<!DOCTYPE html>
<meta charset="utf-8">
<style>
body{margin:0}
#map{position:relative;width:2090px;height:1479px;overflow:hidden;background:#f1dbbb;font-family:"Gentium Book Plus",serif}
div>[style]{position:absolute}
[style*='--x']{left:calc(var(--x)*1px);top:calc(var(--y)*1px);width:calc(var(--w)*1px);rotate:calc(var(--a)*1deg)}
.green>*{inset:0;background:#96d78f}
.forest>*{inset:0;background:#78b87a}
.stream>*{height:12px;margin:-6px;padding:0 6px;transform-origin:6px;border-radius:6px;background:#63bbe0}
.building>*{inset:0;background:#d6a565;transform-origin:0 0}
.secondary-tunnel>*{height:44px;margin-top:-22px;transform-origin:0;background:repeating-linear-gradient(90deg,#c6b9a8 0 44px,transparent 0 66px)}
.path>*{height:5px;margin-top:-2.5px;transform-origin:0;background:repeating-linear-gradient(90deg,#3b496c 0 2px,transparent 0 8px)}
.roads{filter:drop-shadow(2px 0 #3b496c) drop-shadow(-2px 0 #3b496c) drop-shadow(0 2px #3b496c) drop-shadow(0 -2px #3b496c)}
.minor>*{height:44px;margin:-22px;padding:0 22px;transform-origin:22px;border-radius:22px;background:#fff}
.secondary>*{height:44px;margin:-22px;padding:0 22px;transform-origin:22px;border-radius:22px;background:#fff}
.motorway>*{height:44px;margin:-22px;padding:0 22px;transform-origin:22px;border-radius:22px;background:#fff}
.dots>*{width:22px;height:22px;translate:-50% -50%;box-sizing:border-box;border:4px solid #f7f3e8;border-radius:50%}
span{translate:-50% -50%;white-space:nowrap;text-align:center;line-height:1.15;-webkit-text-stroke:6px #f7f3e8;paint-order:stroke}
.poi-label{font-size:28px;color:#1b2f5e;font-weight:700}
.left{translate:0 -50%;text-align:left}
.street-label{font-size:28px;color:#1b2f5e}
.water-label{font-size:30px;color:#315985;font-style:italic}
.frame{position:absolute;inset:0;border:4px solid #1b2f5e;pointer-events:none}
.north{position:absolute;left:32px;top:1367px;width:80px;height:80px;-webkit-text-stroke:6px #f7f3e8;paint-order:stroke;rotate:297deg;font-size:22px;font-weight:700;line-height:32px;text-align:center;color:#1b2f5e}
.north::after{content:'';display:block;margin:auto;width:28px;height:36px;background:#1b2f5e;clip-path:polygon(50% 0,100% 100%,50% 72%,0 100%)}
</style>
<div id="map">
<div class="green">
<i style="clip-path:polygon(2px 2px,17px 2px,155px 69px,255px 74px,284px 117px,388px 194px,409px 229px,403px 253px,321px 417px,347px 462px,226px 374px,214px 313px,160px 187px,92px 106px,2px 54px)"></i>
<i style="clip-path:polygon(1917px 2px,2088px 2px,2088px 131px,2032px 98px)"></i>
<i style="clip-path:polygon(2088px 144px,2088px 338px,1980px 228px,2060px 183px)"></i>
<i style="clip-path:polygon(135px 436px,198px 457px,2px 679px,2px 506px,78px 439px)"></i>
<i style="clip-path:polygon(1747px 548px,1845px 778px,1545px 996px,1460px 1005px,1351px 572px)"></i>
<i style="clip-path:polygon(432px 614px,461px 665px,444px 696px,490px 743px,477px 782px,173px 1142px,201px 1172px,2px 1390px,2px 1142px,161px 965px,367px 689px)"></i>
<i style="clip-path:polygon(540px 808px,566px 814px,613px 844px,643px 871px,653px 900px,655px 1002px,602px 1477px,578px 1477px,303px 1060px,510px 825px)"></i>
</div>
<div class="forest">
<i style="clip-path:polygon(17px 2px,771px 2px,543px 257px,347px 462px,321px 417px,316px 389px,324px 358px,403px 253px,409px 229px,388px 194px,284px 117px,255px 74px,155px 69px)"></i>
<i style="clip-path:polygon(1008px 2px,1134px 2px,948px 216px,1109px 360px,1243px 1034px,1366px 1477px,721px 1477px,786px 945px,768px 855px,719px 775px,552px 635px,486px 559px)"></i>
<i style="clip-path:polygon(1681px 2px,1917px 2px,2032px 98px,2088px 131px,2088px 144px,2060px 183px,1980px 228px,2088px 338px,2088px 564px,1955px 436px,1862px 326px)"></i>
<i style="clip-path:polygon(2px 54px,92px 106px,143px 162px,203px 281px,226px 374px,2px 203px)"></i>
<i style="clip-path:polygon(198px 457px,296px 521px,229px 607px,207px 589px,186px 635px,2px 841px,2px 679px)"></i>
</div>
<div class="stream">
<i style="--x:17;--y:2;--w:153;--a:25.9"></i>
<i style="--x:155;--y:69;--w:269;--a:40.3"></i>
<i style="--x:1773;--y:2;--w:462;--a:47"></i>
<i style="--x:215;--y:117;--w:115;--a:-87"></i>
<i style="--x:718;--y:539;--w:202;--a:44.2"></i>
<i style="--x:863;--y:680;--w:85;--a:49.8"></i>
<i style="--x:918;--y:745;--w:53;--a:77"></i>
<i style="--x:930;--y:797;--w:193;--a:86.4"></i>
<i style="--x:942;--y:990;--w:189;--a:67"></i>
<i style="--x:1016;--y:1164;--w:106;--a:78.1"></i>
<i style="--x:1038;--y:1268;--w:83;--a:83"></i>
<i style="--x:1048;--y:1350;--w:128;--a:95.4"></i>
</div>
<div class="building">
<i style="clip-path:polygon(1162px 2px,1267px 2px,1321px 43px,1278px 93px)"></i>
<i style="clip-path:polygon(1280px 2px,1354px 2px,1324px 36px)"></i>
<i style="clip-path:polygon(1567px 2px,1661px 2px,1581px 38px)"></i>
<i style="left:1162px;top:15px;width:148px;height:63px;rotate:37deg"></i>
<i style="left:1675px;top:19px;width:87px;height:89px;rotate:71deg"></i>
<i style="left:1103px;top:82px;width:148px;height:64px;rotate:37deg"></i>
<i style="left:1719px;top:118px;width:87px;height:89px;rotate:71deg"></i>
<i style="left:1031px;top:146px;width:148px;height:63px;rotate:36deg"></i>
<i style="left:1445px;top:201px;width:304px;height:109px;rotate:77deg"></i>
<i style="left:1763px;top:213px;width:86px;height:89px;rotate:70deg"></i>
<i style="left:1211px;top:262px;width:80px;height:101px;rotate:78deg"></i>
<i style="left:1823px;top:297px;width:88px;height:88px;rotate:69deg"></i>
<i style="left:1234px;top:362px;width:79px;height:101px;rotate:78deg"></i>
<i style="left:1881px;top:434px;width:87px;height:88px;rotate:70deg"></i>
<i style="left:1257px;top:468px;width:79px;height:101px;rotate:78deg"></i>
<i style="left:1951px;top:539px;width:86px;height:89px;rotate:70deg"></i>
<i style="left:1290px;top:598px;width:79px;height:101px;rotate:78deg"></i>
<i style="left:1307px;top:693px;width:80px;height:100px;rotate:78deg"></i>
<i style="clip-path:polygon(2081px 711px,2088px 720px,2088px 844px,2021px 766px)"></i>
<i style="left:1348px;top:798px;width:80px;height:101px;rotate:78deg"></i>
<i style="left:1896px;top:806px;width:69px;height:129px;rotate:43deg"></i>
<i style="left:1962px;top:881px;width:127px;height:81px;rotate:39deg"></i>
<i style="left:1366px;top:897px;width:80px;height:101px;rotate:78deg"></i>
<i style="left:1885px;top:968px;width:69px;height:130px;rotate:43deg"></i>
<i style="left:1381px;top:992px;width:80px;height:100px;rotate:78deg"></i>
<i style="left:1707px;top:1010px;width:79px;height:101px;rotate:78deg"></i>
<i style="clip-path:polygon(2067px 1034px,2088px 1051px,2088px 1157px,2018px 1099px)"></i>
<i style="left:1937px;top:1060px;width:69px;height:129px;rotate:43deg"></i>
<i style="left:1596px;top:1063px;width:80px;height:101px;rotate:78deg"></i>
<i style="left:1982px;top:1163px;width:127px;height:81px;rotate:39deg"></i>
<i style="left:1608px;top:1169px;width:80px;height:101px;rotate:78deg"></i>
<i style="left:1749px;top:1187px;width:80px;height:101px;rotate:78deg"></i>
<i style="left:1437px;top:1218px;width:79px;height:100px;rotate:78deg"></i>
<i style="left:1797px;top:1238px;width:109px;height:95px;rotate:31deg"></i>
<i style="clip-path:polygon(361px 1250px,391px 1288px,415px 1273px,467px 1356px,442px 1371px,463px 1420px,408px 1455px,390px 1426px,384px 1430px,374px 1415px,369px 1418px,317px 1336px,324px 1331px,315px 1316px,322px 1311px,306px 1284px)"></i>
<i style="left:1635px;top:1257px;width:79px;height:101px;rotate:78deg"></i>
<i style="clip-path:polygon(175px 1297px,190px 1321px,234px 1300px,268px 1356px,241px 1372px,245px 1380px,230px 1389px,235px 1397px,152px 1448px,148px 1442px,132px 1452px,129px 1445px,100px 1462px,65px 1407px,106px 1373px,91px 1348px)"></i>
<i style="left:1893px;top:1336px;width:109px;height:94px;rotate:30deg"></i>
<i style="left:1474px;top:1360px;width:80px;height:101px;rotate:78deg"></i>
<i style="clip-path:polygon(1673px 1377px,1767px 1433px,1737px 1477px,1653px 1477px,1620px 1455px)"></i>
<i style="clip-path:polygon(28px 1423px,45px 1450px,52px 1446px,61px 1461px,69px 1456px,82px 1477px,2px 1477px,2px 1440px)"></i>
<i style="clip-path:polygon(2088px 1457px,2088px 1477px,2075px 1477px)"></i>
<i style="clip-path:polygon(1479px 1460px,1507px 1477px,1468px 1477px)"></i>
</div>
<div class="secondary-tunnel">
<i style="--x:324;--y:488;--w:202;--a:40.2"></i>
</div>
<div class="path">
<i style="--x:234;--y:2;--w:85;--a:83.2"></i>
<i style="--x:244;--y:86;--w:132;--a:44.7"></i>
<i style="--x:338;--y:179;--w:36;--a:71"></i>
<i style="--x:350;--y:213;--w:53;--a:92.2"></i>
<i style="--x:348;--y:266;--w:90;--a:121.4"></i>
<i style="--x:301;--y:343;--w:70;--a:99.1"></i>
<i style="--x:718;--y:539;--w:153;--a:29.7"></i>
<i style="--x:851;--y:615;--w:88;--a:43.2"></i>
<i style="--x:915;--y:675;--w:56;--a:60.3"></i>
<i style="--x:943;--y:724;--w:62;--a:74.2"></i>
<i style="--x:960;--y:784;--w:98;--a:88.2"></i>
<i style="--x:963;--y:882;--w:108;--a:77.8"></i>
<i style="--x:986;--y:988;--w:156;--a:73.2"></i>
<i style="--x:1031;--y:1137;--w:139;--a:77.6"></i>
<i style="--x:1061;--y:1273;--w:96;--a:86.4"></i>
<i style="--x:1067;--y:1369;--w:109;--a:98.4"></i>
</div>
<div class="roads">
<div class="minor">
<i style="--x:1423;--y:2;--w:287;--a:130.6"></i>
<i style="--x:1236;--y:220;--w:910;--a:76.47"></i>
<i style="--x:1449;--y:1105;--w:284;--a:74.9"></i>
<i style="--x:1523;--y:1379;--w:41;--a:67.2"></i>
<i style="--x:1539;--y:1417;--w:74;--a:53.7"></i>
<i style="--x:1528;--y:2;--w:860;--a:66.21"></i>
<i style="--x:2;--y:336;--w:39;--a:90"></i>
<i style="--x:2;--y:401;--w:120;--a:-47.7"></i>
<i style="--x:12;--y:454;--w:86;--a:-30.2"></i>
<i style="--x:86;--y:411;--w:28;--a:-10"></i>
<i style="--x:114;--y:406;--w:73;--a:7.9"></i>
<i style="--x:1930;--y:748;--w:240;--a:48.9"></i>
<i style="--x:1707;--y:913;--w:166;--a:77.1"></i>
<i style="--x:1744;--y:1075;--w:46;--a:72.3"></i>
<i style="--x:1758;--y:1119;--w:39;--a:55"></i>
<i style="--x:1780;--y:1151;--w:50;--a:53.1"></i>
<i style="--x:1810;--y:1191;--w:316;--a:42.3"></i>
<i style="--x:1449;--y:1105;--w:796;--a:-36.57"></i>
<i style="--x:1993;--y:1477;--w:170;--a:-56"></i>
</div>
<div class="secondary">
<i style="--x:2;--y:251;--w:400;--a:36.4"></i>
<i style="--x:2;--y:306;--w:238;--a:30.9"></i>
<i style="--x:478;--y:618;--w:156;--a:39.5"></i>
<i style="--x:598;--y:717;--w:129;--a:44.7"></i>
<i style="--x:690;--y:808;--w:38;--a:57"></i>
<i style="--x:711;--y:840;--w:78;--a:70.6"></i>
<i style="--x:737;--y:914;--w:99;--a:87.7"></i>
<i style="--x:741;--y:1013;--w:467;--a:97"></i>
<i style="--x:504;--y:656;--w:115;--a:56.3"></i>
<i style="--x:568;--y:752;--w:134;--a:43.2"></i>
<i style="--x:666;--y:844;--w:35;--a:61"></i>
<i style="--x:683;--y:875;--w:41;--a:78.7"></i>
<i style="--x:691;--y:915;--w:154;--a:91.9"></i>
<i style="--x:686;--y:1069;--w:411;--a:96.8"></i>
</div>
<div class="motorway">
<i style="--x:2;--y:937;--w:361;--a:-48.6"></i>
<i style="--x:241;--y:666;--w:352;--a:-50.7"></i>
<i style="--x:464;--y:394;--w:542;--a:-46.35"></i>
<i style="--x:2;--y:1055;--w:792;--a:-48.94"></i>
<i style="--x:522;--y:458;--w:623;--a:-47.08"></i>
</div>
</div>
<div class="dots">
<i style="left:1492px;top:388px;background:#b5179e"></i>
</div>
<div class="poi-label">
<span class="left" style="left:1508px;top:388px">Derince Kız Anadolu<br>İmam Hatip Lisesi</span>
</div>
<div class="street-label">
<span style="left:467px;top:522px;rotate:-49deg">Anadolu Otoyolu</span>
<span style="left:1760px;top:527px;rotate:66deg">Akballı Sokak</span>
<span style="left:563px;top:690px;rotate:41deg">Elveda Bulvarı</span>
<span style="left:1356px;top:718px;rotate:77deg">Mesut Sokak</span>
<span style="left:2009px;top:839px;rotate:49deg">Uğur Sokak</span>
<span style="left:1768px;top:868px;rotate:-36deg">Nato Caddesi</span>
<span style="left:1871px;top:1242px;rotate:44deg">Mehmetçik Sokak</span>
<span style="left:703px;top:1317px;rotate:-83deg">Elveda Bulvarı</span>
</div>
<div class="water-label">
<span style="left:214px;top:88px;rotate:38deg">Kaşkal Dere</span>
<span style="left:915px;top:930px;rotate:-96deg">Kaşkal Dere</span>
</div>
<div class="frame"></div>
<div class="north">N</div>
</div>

**Problem requirements:** Using the listing above, show every line that includes the string "stream".

**Answer to the problem:**
.stream>*{height:12px;margin:-6px;padding:0 6px;transform-origin:6px;border-radius:6px;background:#63bbe0}
<div class="stream">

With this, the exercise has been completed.